- [What you need to do] Return only the number of lines in the records below where the string "sans" shows up.

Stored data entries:

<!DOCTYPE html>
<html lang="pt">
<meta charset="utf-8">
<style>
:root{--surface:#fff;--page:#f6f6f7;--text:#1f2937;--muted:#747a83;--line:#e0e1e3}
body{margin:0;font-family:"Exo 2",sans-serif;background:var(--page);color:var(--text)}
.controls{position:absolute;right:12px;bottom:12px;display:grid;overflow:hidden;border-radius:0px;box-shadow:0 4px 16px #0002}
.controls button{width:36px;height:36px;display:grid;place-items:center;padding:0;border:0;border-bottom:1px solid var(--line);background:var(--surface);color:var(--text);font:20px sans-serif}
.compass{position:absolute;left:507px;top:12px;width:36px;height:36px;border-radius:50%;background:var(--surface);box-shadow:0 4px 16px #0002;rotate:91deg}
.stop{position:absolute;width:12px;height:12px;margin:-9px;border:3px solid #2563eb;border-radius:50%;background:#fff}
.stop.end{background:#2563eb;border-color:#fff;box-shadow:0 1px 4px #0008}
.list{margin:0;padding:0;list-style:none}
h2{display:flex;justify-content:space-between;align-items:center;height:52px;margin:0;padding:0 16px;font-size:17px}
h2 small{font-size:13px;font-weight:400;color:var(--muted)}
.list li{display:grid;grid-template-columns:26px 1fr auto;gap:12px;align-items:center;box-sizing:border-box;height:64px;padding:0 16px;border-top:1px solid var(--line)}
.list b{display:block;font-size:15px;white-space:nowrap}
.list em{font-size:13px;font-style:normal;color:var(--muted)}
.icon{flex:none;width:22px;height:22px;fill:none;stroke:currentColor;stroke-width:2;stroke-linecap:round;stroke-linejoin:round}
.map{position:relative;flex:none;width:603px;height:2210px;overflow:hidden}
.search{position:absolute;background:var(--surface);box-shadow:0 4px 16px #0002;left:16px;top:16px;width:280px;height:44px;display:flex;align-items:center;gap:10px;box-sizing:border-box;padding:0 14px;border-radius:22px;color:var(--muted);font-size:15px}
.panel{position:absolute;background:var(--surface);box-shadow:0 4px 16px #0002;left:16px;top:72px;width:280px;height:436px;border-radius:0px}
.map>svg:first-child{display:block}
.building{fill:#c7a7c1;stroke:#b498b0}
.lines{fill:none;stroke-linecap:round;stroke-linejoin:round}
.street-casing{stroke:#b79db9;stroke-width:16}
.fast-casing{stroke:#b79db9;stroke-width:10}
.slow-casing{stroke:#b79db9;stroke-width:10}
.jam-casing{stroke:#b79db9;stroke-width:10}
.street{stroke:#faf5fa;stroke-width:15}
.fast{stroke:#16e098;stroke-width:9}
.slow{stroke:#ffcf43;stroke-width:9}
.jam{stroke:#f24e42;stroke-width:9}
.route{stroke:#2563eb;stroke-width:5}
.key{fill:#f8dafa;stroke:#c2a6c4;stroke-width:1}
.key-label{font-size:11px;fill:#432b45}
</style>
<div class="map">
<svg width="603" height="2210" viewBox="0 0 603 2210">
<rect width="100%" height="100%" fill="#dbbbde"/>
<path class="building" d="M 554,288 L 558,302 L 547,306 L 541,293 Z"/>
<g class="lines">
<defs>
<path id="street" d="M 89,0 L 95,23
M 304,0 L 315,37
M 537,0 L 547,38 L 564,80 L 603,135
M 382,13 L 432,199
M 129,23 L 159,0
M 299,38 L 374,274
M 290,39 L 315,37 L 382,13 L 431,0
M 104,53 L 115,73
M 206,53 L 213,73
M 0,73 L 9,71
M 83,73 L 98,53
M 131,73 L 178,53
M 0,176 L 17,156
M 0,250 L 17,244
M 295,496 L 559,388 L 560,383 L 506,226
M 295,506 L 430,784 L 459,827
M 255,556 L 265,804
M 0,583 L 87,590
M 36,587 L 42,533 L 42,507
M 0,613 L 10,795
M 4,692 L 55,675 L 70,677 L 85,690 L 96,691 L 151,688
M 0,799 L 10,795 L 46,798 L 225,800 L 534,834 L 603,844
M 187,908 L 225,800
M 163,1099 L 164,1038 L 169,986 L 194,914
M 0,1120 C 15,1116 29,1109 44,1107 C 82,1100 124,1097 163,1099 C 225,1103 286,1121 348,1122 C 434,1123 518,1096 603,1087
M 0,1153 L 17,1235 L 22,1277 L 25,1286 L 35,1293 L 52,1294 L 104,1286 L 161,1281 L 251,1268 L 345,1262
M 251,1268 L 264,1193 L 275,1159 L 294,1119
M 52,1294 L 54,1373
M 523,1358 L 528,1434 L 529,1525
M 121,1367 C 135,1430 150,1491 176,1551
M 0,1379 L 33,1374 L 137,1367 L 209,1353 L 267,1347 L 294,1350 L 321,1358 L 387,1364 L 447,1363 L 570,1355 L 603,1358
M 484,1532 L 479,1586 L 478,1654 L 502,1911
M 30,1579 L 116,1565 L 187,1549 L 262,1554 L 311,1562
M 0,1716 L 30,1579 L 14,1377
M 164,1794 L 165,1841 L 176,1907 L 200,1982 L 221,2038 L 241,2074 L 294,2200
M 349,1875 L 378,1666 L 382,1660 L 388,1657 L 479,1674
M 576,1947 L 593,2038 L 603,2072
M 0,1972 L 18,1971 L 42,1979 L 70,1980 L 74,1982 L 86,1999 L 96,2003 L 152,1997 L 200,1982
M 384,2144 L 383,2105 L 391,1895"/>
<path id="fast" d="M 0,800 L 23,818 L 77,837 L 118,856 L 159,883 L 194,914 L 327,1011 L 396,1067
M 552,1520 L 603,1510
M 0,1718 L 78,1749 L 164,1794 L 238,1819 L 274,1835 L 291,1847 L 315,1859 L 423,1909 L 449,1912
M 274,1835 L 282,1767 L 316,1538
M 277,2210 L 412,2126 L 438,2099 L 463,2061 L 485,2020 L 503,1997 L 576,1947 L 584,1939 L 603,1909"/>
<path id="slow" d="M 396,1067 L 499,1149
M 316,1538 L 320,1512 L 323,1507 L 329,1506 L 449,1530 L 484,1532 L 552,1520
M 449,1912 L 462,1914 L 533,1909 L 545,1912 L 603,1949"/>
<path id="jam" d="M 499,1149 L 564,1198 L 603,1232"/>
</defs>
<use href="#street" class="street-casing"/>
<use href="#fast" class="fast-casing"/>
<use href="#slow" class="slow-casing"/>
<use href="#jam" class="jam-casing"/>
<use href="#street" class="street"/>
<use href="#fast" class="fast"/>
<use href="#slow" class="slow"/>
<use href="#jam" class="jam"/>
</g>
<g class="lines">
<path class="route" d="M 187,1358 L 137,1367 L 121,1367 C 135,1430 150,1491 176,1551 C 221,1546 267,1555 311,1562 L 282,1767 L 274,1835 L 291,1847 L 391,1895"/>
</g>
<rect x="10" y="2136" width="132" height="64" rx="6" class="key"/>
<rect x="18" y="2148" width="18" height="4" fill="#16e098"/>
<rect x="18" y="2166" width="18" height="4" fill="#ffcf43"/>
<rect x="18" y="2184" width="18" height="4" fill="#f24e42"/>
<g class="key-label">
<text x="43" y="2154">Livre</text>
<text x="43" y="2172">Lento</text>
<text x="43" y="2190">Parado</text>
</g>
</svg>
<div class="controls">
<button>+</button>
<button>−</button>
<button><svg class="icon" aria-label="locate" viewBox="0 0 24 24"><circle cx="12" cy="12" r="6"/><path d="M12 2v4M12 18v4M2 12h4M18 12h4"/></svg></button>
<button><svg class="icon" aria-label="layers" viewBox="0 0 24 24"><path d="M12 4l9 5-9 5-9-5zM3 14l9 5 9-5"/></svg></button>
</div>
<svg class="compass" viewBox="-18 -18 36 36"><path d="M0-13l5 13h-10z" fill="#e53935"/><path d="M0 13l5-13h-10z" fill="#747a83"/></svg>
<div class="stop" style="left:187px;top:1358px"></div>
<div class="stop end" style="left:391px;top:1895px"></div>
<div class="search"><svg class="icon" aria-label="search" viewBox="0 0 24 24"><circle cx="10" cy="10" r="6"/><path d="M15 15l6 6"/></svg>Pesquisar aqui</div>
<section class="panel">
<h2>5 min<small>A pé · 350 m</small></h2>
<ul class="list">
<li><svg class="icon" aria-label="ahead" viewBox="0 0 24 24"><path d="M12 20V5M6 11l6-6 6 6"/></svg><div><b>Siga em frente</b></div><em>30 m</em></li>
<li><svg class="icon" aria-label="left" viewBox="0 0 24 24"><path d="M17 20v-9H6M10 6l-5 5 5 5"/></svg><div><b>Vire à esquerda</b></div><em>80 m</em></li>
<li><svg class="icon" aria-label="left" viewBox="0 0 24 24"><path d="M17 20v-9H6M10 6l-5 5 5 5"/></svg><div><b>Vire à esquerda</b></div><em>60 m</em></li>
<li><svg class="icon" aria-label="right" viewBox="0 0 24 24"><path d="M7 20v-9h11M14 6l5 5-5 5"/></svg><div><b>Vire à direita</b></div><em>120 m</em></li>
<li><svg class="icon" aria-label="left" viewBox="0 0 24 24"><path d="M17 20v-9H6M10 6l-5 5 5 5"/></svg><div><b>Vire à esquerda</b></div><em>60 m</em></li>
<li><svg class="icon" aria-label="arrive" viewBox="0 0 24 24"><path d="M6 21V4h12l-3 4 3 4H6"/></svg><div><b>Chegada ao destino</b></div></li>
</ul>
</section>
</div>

- [Answer space] 2